21. In view of the aforesaid reasons, the regular second appeal is allowed. The impugned judgment and decree of the appellate Court dated 18.03.2013 passed in R.A.No.78/2010 on the file of II Addl. Senior Civil Judge, Mangalore, D.K., confirming the order dated 07.06.2010 passed in Misc.Case No.5/2008 on the file of II Addl. Civil Judge, Mangalore, D.K., are setaside. The application filed under Order IX Rule 13 R/w Section 151 of Code of Civil Procedure is allowed.
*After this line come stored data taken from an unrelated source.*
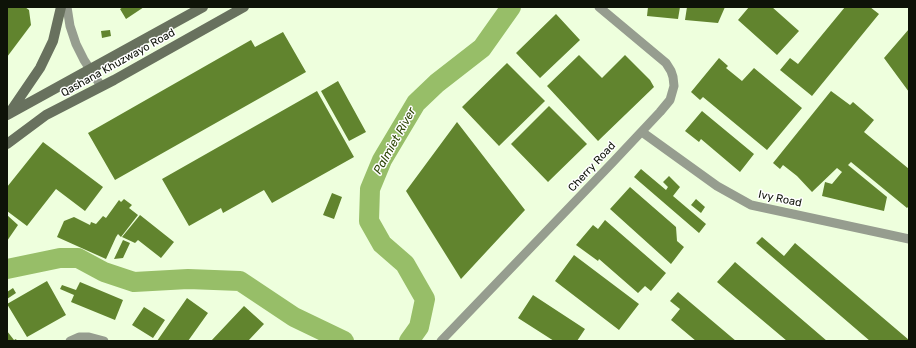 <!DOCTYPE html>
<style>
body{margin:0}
#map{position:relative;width:916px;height:348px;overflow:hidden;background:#efd;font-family:Rubik,sans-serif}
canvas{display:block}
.frame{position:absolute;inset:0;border:8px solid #0e1308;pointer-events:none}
</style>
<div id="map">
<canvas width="916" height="348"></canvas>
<div class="frame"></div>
</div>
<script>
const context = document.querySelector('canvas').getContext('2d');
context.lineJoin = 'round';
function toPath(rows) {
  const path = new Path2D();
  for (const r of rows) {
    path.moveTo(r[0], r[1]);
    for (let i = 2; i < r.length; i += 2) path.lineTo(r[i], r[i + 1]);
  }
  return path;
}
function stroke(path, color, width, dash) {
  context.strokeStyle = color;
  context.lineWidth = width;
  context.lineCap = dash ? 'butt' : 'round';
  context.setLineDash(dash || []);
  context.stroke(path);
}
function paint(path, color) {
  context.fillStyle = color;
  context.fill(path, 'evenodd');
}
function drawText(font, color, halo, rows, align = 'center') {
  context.font = font + ' Rubik,sans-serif';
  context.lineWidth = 3;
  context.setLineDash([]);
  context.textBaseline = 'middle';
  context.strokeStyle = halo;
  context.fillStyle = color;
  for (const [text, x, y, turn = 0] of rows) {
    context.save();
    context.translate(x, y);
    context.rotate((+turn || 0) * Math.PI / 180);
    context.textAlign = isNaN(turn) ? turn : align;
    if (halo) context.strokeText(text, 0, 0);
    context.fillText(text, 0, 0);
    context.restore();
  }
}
const river = toPath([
 [7,269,60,258,78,258,104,272,134,282,188,279,240,281,294,317,344,341],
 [409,341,419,327,425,299,405,264,382,244,369,221,370,189,382,160,416,103,437,83,482,48,511,7]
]);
const building = toPath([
 [7,7,25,7,29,10,31,25,7,57],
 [123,7,144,7,126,19,120,9],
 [648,7,680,7,678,19,647,16],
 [687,7,725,7,718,23,685,20],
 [749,7,772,7,799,31,777,55,738,20],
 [845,7,870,7,879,14,812,96,780,70,790,58,798,64],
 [556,14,580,40,540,78,516,53],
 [909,29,909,92,884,58],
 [110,30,111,36,102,38,101,31],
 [283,32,306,72,115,180,88,133,251,40,255,47],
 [579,55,602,78,625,55,650,80,654,87,598,141,547,86],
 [719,58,728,66,726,68,742,81,754,68,802,108,767,150,703,97,700,100,691,92],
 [507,63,545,101,499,146,462,107],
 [338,81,366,132,349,141,321,91],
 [317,91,354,157,272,203,264,190,223,213,221,208,189,226,162,179],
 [831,91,850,105,853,102,874,120,864,132,909,169,909,206,907,208,851,162,848,165,887,197,884,211,822,196,825,182,832,184,842,172,837,168,812,192,797,176,783,165,780,169,773,163],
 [549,106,587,144,548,182,511,144],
 [702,111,754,154,740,172,701,139,699,142,685,131],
 [457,122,525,210,461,279,406,191],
 [43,142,103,187,85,211,56,189,27,226,7,211,7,187],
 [641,169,666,190,668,187,663,182,669,176,680,187,673,196,706,224,699,233,634,177],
 [630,187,676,227,677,241,684,247,671,264,610,209],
 [332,193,342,197,334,219,323,215],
 [124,199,132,205,129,208,138,215,121,237,118,234,116,237,106,259,57,237,64,221,74,217,90,225,91,222,96,224,103,216,106,218,119,200,121,202],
 [696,199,705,207,701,213,691,205],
 [7,215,18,225,7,241],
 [140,215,174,242,161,258,138,240,135,243,122,237],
 [605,220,666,273,651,291,645,286,638,293,599,259,598,261,576,245,593,225,598,229],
 [762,237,784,256,795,243,909,340,909,341,870,341,756,243],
 [123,240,130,243,123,258,114,259],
 [574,255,639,304,619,330,555,281],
 [735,262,827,341,787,341,717,282],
 [47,281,66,315,27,337,7,304],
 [80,282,123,300,115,320,71,302,74,295,60,289,62,285,76,290],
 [13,288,16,293,7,299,7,292],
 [678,292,736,341,696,341,671,320,680,309,670,301],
 [533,295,585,329,577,341,554,341,518,318],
 [187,298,208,313,188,341,157,341],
 [244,306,264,324,248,341,211,341],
 [144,307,165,320,153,338,132,325],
 [7,331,14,340,16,339,17,341,7,341]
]);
const minor = toPath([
 [67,7,70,26,76,44,84,60,101,86],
 [642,132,717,186,751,205,909,239],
 [70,341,79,337,89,337,104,341],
 [441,341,613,162,660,112,670,100,674,86,673,77,671,71,666,63,599,7]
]);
const secondary = toPath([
 [10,112,40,68,53,41,61,7],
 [7,115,203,7],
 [7,144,46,115,114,80,244,7]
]);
const streetNames = [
 ["Qashana Khuzwayo Road",118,63,-29],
 ["Cherry Road",592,167,-47],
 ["Ivy Road",780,199,12]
];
const waterNames = [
 ["Palmiet River",395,141,-61]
];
stroke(river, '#97be68', 20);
paint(building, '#61842e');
stroke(minor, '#969d8f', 9);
stroke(secondary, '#68715e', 10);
drawText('11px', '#0e1308', '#fff', streetNames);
drawText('italic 12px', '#304708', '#fff', waterNames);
</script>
The delay of 431 days in filing the Misc.Petition is condoned, the O.S.No.230/2006 is restored subject to condition that the appellant shall pay a sum of Rs.15,000/(Rupees Fifteen Thousand Only) to the respondentplaintiff before the trial Court and the matter is remanded to the trial Court for fresh adjudication between the parties to the lis on merits in accordance with law without being influenced by any of the observations made during the course of this judgment. The trial Court is directed to issue notice to the plaintiff and the defendant and to proceed with the case in accordance with law. In view of the disposal of the appeal, I.A.No.1/2013 does not survive for consideration.